Le đing tut, la voix intime et éternelle du peuple Êđê - ảnh 1Des femmes Êđê interprètent le đing tut lors d’un échange culturel. Photo: H. Zawut Byă/VOV Hauts Plateaux du Centre

Fabriqué à partir de tiges de bambou soigneusement choisies, le đing tut est un instrument à vent, sorte de flûte de Pan constitué de cinq ou six tubes de tailles différentes, chacun correspond à une sonorité particulière du chiêng knah, un gong sacré de la vie communautaire.

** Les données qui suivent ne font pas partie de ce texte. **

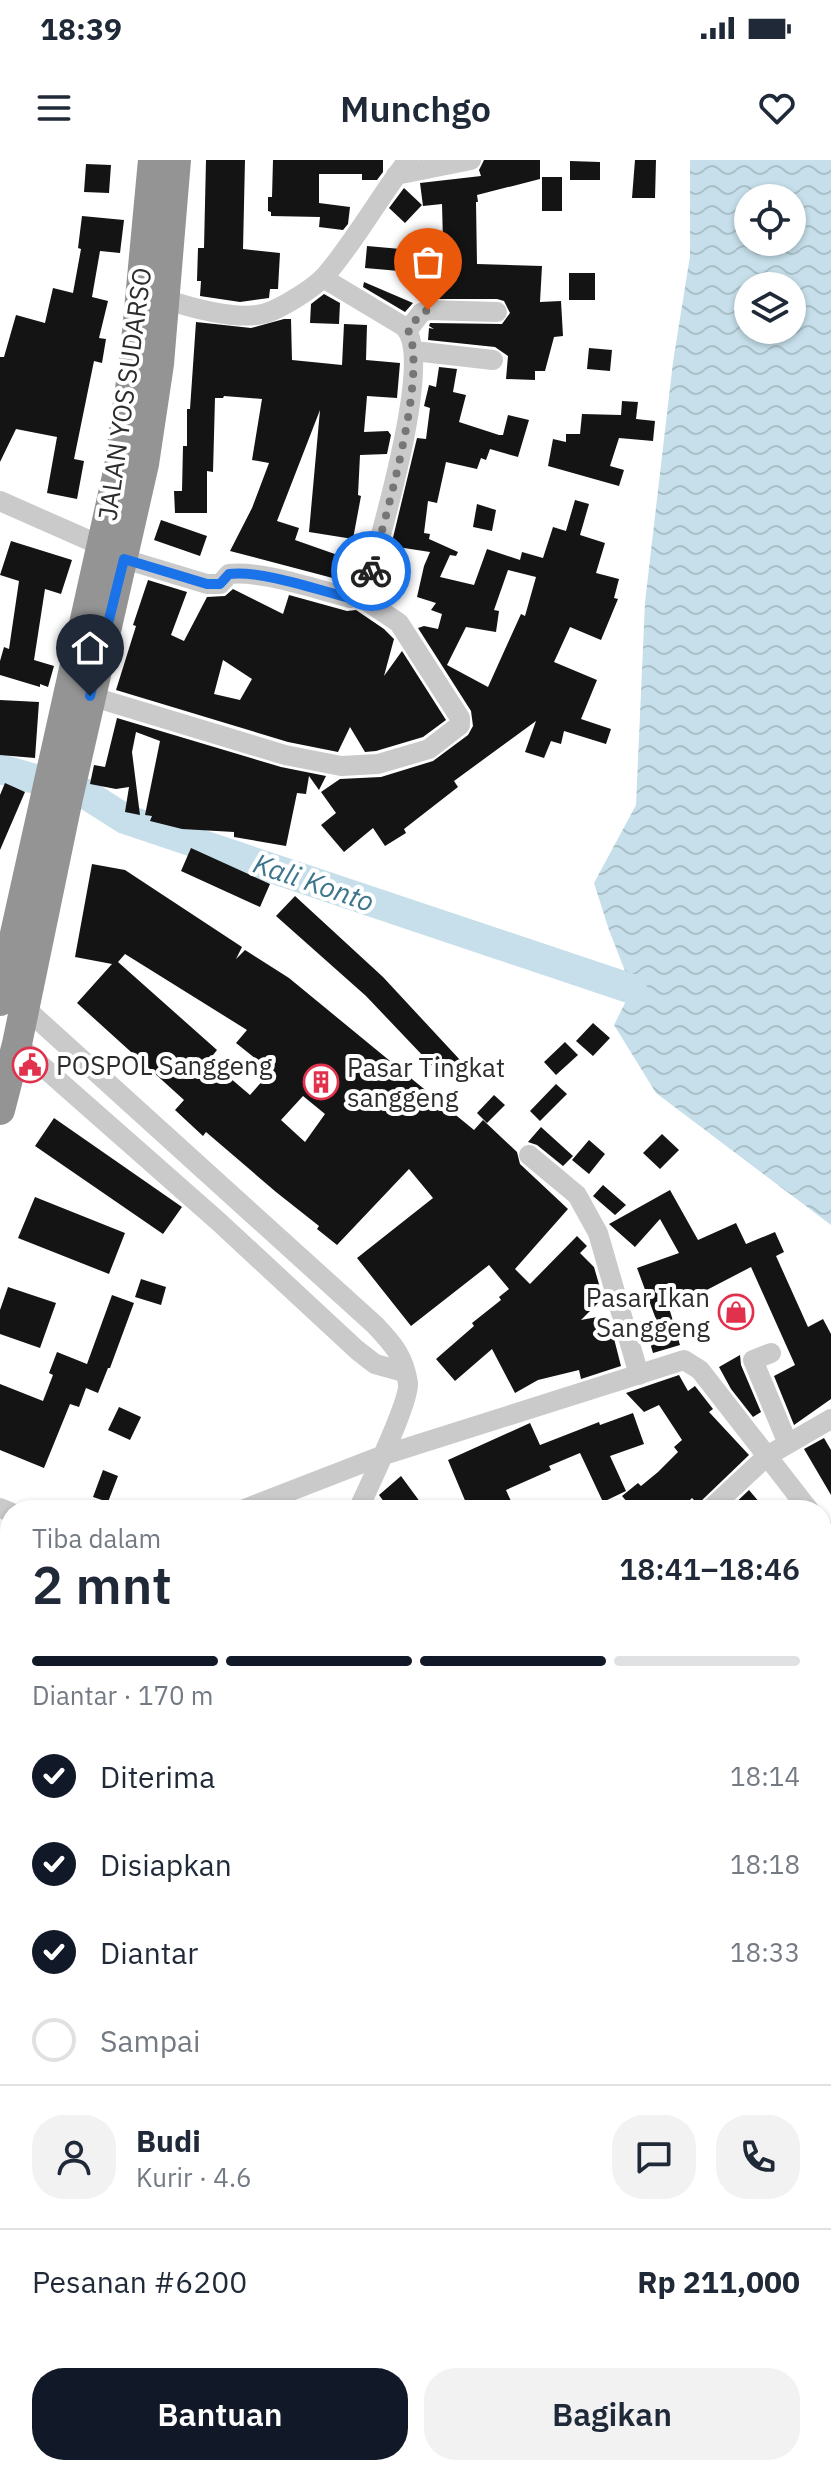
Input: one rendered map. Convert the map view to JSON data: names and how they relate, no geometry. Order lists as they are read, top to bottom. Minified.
{"streets":{"highway":["JALAN YOS SUDARSO"]},"water":["Kali Konto"],"places":{"public building":["POSPOL Sanggeng"],"building":["Pasar Tingkat sanggeng"],"shop":["Pasar Ikan Sanggeng"]},"page":{"status":"18:39","header":"Munchgo","heading":["2 mnt","Tiba dalam","18:41–18:46"],"panel":["Budi","Kurir · 4.6","Pesanan #6200","Rp 211,000"],"bar":"Diantar · 170 m","list":[["Diterima","18:14"],["Disiapkan","18:18"],["Diantar","18:33"],"Sampai"],"buttons":["Bantuan","Bagikan"]}}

«Le đing tut a toujours fait partie intégrante de la vie culturelle des Êđê. Pour le fabriquer, on coupe des tronçons de bambou en gardant les nœuds. Le đing tut résonne dans les cérémonies funéraires ou lors des grandes fêtes après les sacrifices de buffles ou de bœufs. On l’entend aussi dans les champs, durant les pauses, pour alléger la fatigue du travail», indique Y-Du Eban, un musicien traditionnel du village de Sut Mdung, dans la province de Dak Lak.

Une particularité frappante: jadis, seules les femmes pouvaient jouer du đing tut. Dans les champs, au repos, elles soufflaient quelques notes, confiant au vent leur joie ou leur tristesse. Dans les veillées funèbres, elles s’asseyaient autour du défunt, l’instrument dressé contre les lèvres, et le souffle du đing tut devenait alors une berceuse sacrée, à la fois adieu et consolation.

Le đing tut, la voix intime et éternelle du peuple Êđê - ảnh 2Des artistes du village de Sut Mdung jouent du Đĭng Tŭt dans une zone touristique. Photo: H. Zawut Byă/VOV Hauts Plateaux du Centre

«Cet instrument était réservé exclusivement aux femmes. En dehors des funérailles, il était présent dans la cérémonie de procession du Kpan, l’un des rituels les plus sacrés des Êđê. Les hommes n’avaient absolument pas le droit d’en jouer. Qu’il s’agisse de moments de joie ou de deuil, dans n’importe quel espace, seul le souffle féminin pouvait faire vibrer le đing tut», se souvient Y-Dak Nie, un autre maître musicien.

Aujourd’hui, la règle s’est assouplie et les hommes aussi peuvent en jouer. Mais pour les Êđê, l’image la plus marquante reste celle d’une femme tenant le bambou entre ses mains, laissant s’échapper des notes fines, comme suspendues, presque immatérielles, comme un lien entre musique et spiritualité.

Et pour Y-Djung Eban, un artisan-musicien, la magie du đing tut reste intacte.

«J’aime beaucoup écouter le đing tut. Son timbre est magnifique et captivant. Les bons joueurs font vibrer l’instrument avec une intensité extraordinaire. Autrefois, on soufflait simplement sur l’extrémité du tube. Mais aujourd’hui, la plupart posent directement les lèvres sur l’embouchure, ce qui est plus facile», nous explique-t-il.

Dans la symphonie des Hauts Plateaux, le đing tut n’a pas l’éclat des gongs, ni l’intensité du đing buôt, ni la gaieté du đing nam. Sa voix est plus discrète, mais elle touche l’âme en profondeur, comme une confidence murmurée par les femmes Êđê à travers les générations.
Le đing tut n’est pas seulement un instrument. Il est une langue, un souffle de tradition qui se prolonge jusqu’à aujourd’hui, et continue de résonner au-delà du temps.